We lawyers have done a good job convincing ourselves, convincing the courts and convincing legislators that we are more special than other professionals. But are we really more deserving of the special protections and privileges that we have convinced others to afford us? Increasingly, those special privileges are being called into question around the globe and it is only a matter of time until the searchlights focus their lens on us here in Canada. I fear that we will be found to be wanting.
This occurred to me during a recent panel discussion on “The International Bar Association’s Gatekeepers Project: Contemporary ethical challenges and opportunities facing lawyers in Canada and abroad.” It was part of the University of Ottawa’s Conway Professionalism Speaker Series which enabled my colleagues Professors Amy Salyzyn and Alain Roussy to bring together three members of the IBA’s Gatekeepers Project: George Artley (IBA), Ellyn Rosen (ABA) and Frederica Wilson (Federation of Law Societies of Canada).
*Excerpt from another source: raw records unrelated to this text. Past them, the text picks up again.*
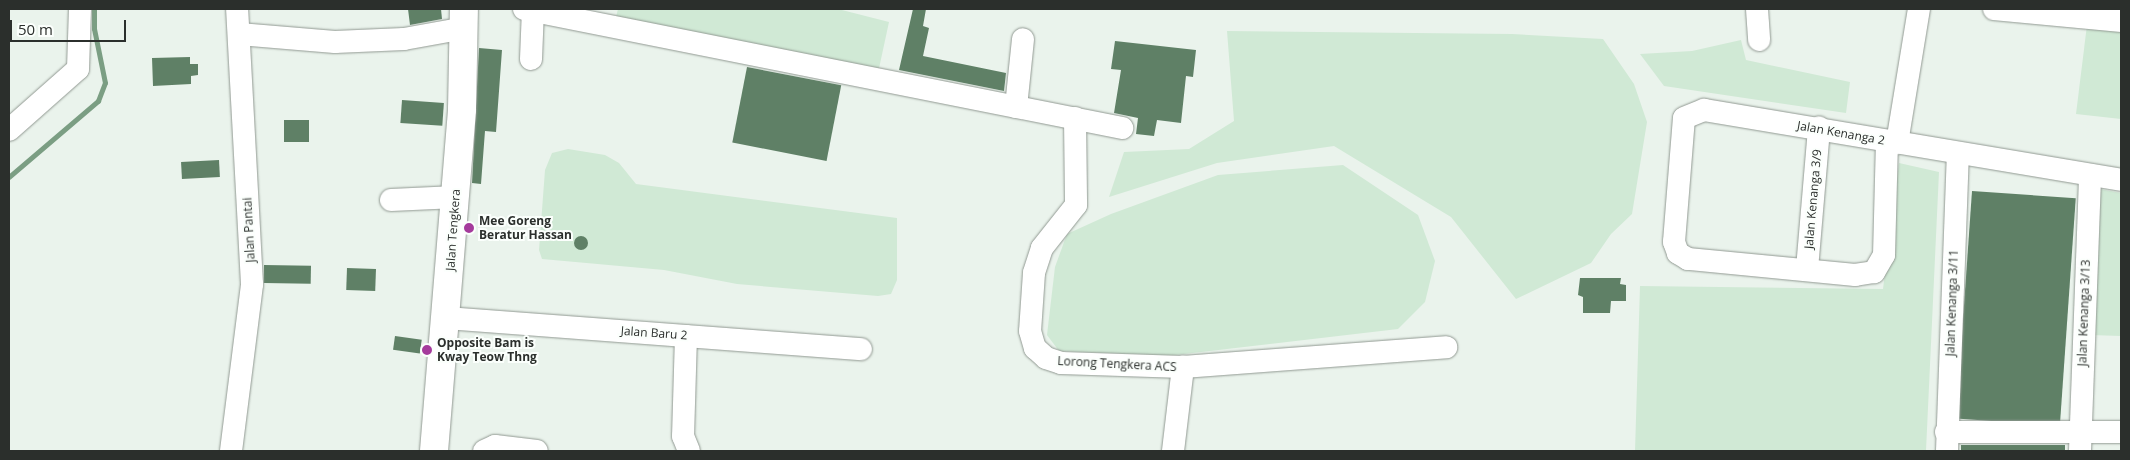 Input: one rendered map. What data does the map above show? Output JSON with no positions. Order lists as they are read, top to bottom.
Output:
{
  "streets": {
    "main road": ["Jalan Tengkera"],
    "street": [
      "Jalan Kenanga 2",
      "Jalan Kenanga 3/9",
      "Jalan Pantai",
      "Jalan Kenanga 3/11",
      "Jalan Kenanga 3/13",
      "Jalan Baru 2",
      "Lorong Tengkera ACS"
    ]
  },
  "crossings": [
    ["Jalan Kenanga 2", "Jalan Kenanga 3/9"],
    ["Jalan Kenanga 2", "Jalan Kenanga 3/11"],
    ["Jalan Kenanga 2", "Jalan Kenanga 3/13"],
    ["Jalan Tengkera", "Jalan Baru 2"]
  ],
  "places": ["Mee Goreng Beratur Hassan", "Opposite Bam is Kway Teow Thng"],
  "scale_bar": "50 m"
} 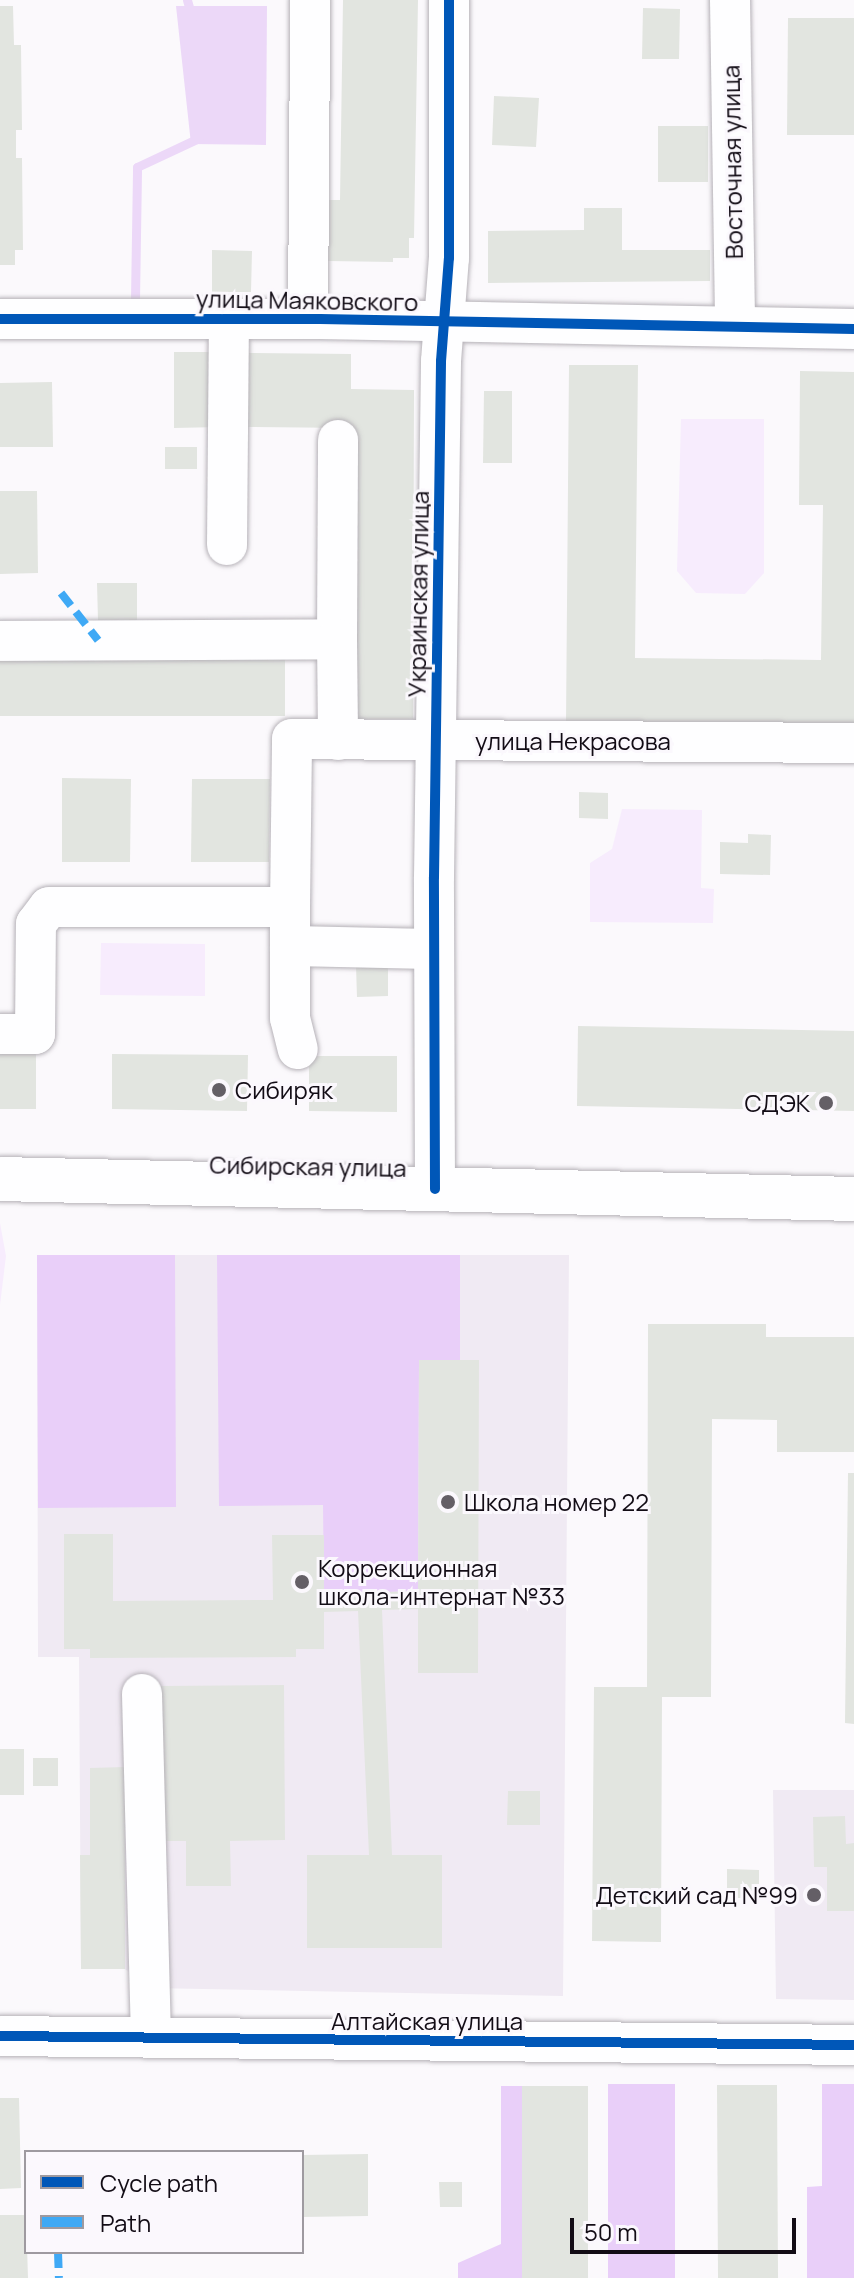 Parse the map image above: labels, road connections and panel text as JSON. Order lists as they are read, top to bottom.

Referring to international attacks on lawyers for their involvement in such recent scandals as the Panama Papers and the Pandora Papers, the panel members described how lawyers have “a storytelling problem.” They critiqued lawyers’ inability to tell a convincing story about the critical role we play in ensuring the rule of law and otherwise positively contribute to society. They noted that in 2022, such attacks had prompted the IBA to issue a Statement defending lawyer-client confidentiality / privilege. They acknowledged that issuing statements was unlikely to be effective and that was one of the motivations for the creation of the Gatekeepers Project.
It struck me that as lawyers we have been extremely effective in telling a compelling tale to some actors and completely clueless in telling a convincing story to others.
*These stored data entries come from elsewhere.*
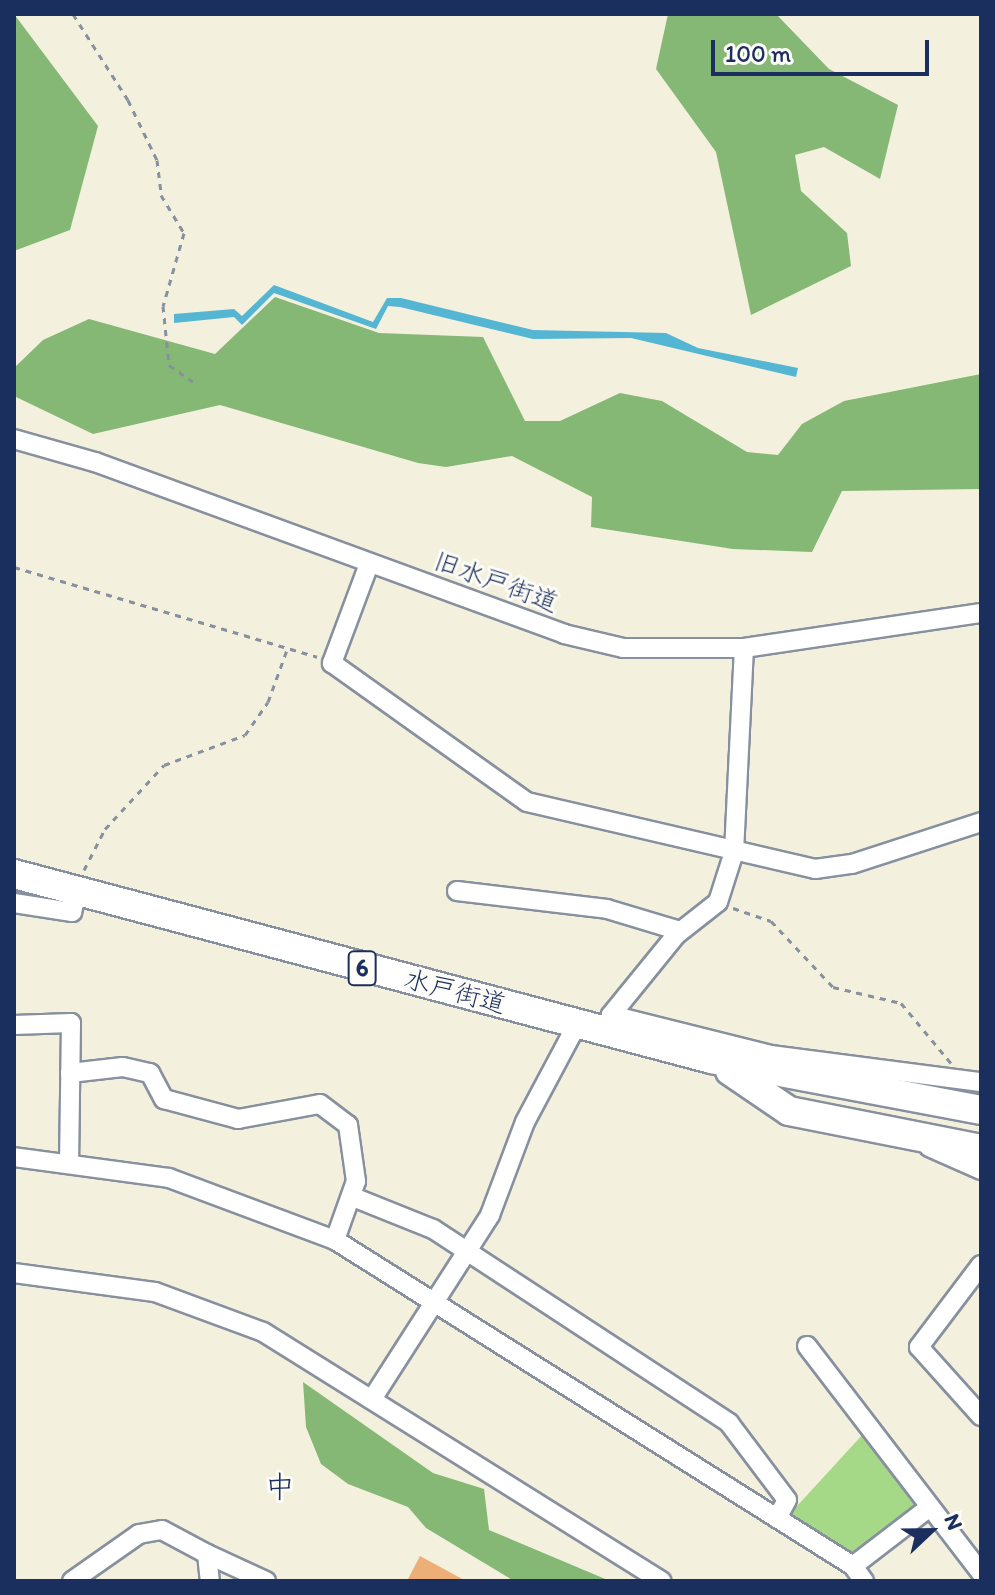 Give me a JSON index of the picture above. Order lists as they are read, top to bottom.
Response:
{
  "streets": {
    "highway": ["6", "水戸街道"],
    "street": ["旧水戸街道"]
  },
  "crossings": [
    ["6", "水戸街道"]
  ],
  "districts": ["中"],
  "scale_bar": "100 m",
  "north": "right"
} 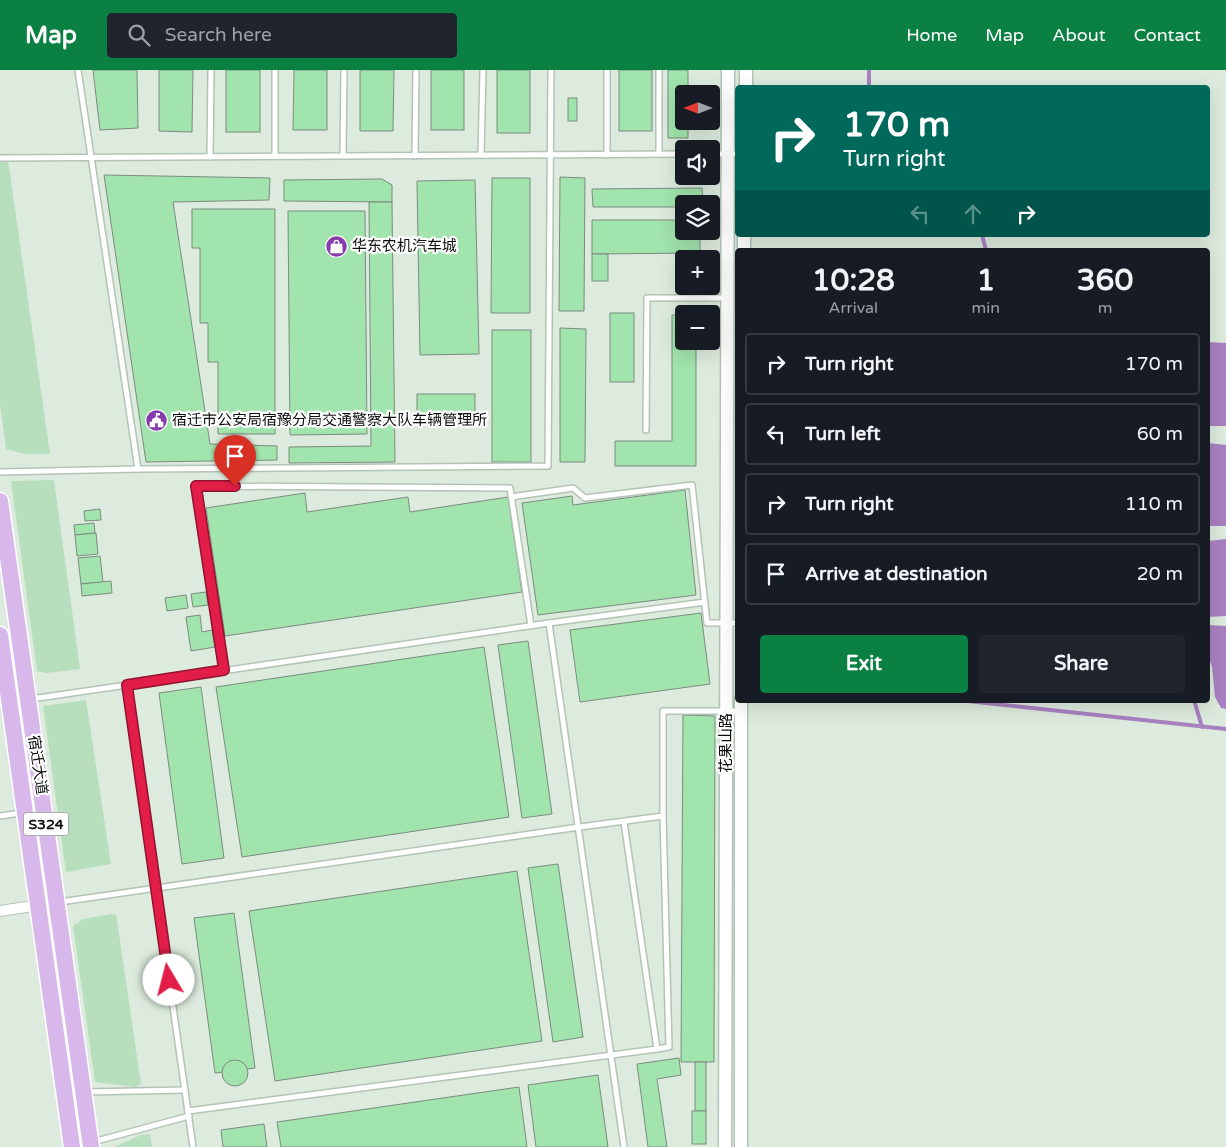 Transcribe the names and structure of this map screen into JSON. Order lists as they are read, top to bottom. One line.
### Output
{"streets":{"main road":["宿迁大道","S324"],"street":["花果山路"]},"places":{"shop":["华东农机汽车城"],"public building":["宿迁市公安局宿豫分局交通警察大队车辆管理所"]},"north":"left","page":{"header":"Map","search":"Search here","nav":["Home","Map","About","Contact"],"map_buttons":["+","−"],"turn":["170 m","Turn right"],"eta":["10:28","Arrival","1","min","360","m"],"list":[{"name":"Turn right","value":"170 m"},{"name":"Turn left","value":"60 m"},{"name":"Turn right","value":"110 m"},{"name":"Arrive at destination","value":"20 m"}],"buttons":["Exit","Share"]}}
In Canada, lawyers have been much more effective (or faced much less pushback?) than in other jurisdictions. Canada has become an outlier in the common law world in terms of fidelity to self-regulation. Former University of Calgary Professor (and now Court of King’s Bench Judge) Alice Woolley called Canada arguably “the last bastion of unfettered self-regulation of the legal profession in the common law world.”
We also have the strongest protection for solicitor-client privilege in the common law world and that has led to the Canadian bar’s unparalleled success in staving off the application of federal money laundering regulations and other attempts to override the privilege.
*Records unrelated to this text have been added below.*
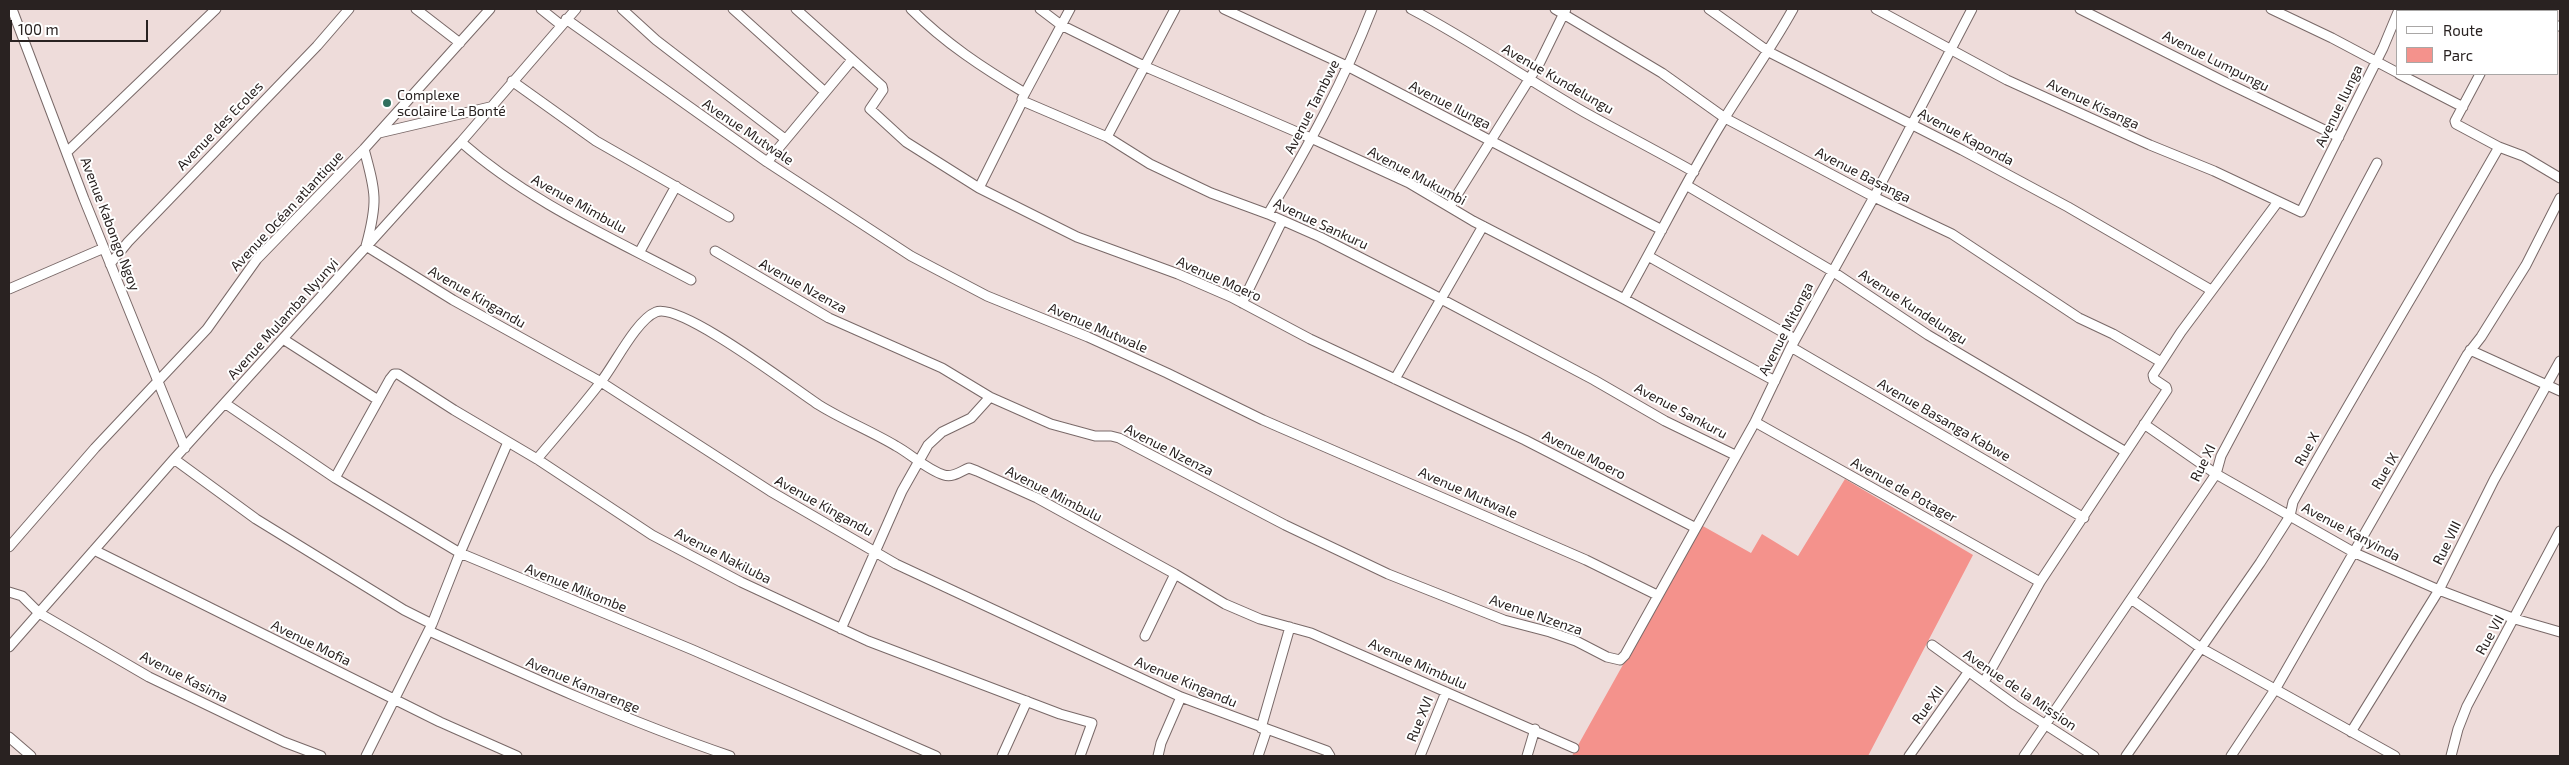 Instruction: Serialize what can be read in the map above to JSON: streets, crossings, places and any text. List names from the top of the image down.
{
  "streets": {
    "street": [
      "Avenue Lumpungu",
      "Avenue Kundelungu",
      "Avenue Kisanga",
      "Avenue Ilunga",
      "Avenue Tambwe",
      "Avenue des Ecoles",
      "Avenue Mutwale",
      "Avenue Kaponda",
      "Avenue Basanga",
      "Avenue Mukumbi",
      "Avenue Mimbulu",
      "Avenue Océan atlantique",
      "Avenue Kabongo Ngoy",
      "Avenue Sankuru",
      "Avenue Moero",
      "Avenue Nzenza",
      "Avenue Kingandu",
      "Avenue Mulamba Nyunyi",
      "Avenue Mitonga",
      "Avenue Basanga Kabwe",
      "Rue X",
      "Rue XI",
      "Rue IX",
      "Avenue de Potager",
      "Avenue Kanyinda",
      "Rue VIII",
      "Avenue Nakiluba",
      "Avenue Mikombe",
      "Rue VII",
      "Avenue Mofia",
      "Avenue Kasima",
      "Avenue Kamarenge",
      "Avenue de la Mission",
      "Rue XII",
      "Rue XVI"
    ]
  },
  "crossings": [
    ["Avenue Lumpungu", "Avenue Ilunga"],
    ["Avenue Kundelungu", "Avenue Mitonga"],
    ["Avenue Kisanga", "Avenue Ilunga"],
    ["Avenue Kisanga", "Avenue Mitonga"],
    ["Avenue Ilunga", "Avenue Tambwe"],
    ["Avenue Tambwe", "Avenue Mukumbi"],
    ["Avenue Tambwe", "Avenue Sankuru"],
    ["Avenue des Ecoles", "Avenue Kabongo Ngoy"],
    ["Avenue Mutwale", "Avenue Mulamba Nyunyi"],
    ["Avenue Mutwale", "Avenue Mitonga"],
    ["Avenue Kaponda", "Avenue Mitonga"],
    ["Avenue Basanga", "Avenue Mitonga"],
    ["Avenue Mukumbi", "Avenue Mitonga"],
    ["Avenue Mimbulu", "Avenue Kingandu"],
    ["Avenue Mimbulu", "Avenue Mulamba Nyunyi"],
    ["Avenue Mimbulu", "Avenue Nakiluba"],
    ["Avenue Mimbulu", "Rue XVI"],
    ["Avenue Océan atlantique", "Avenue Kabongo Ngoy"],
    ["Avenue Kabongo Ngoy", "Avenue Mulamba Nyunyi"],
    ["Avenue Sankuru", "Avenue Mitonga"],
    ["Avenue Moero", "Avenue Mitonga"],
    ["Avenue Nzenza", "Avenue Mitonga"],
    ["Avenue Kingandu", "Avenue Mulamba Nyunyi"],
    ["Avenue Mulamba Nyunyi", "Avenue Mikombe"],
    ["Avenue Mulamba Nyunyi", "Avenue Mofia"],
    ["Avenue Mulamba Nyunyi", "Avenue Kasima"],
    ["Avenue Mulamba Nyunyi", "Avenue Kamarenge"],
    ["Avenue Mitonga", "Avenue Basanga Kabwe"],
    ["Avenue Mitonga", "Avenue de Potager"],
    ["Rue X", "Avenue Kanyinda"],
    ["Rue XI", "Avenue Kanyinda"],
    ["Rue XI", "Avenue de la Mission"],
    ["Rue IX", "Avenue Kanyinda"],
    ["Avenue Kanyinda", "Rue VIII"],
    ["Avenue Kanyinda", "Rue VII"],
    ["Avenue de la Mission", "Rue XII"]
  ],
  "places": ["Complexe scolaire La Bonté"],
  "legend": ["Route", "Parc"],
  "scale_bar": "100 m"
}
So we lawyers have been incredibly successful in telling our story to judges. But we should hardly pat ourselves on the back for this since all judges were lawyers. We’re preaching to the converted.
We’ve also done surprisingly well in telling our story to legislators. For a long time this could perhaps be explained by the high percentage of lawyers in politics. But decades of decline mean that our colleagues no longer predominate in politics. We’ve also been aided by the fusion of the roles of the Attorney General and Minister of Justice which means that in most instances the minister with policy- making responsibility for the regulation of lawyers and for providing legal advice on all government enactments is a lawyer.
However, with the decline of lawyers in politics and the rise of populism, lawyers have good reasons to worry about the continuation of their privileged status.
The public is likely to grow increasingly frustrated with us, with judges and with the administration of justice. Especially when it comes to access to justice.
When the time comes – and it likely will – when our special privileges as lawyers come under assault, it may prove difficult for us to survive exacting scrutiny.
We do not necessarily compare well to other professions, especially when it comes to our claim to be a learned profession. When it comes to lifelong learning, we are more whiners than winners. Our measly 12 hours of CPD simply does not measure up well compared to other professions.
Let’s start with accountants. CPAs must complete at least 120 hours of CPD in each three-year period. That is more than three times what is required of lawyers!
And what of doctors? Family doctors have to complete at least 250 hours of continuing medical education in each five-year cycle, at least half of which has to be certified. So family doctors are required to complete an average of 50 hours of continuing education, accountants 40 hours and we lawyers are whining about 12 hours, of which only a handful have to be accredited.
I’m not sure we are living up to our billing as being “a learned profession”. And this is only a relatively minor issue compared to access to justice.
We have been talking to ourselves about access to justice for nearly two decades. Yet it is not clear that the situation has gotten any better despite the many task forces, committees and speeches. Perhaps not surprisingly, speeches and committees have not improved access to justice for Canadians. On access to justice, we also do not have a very good story to tell.
Lawyers need to worry more about improving our story before we worry about doing a better job telling our story.
 Alice Woolley, Understanding Lawyers’ Ethics in Canada (Lexis Nexis, 2011) 4.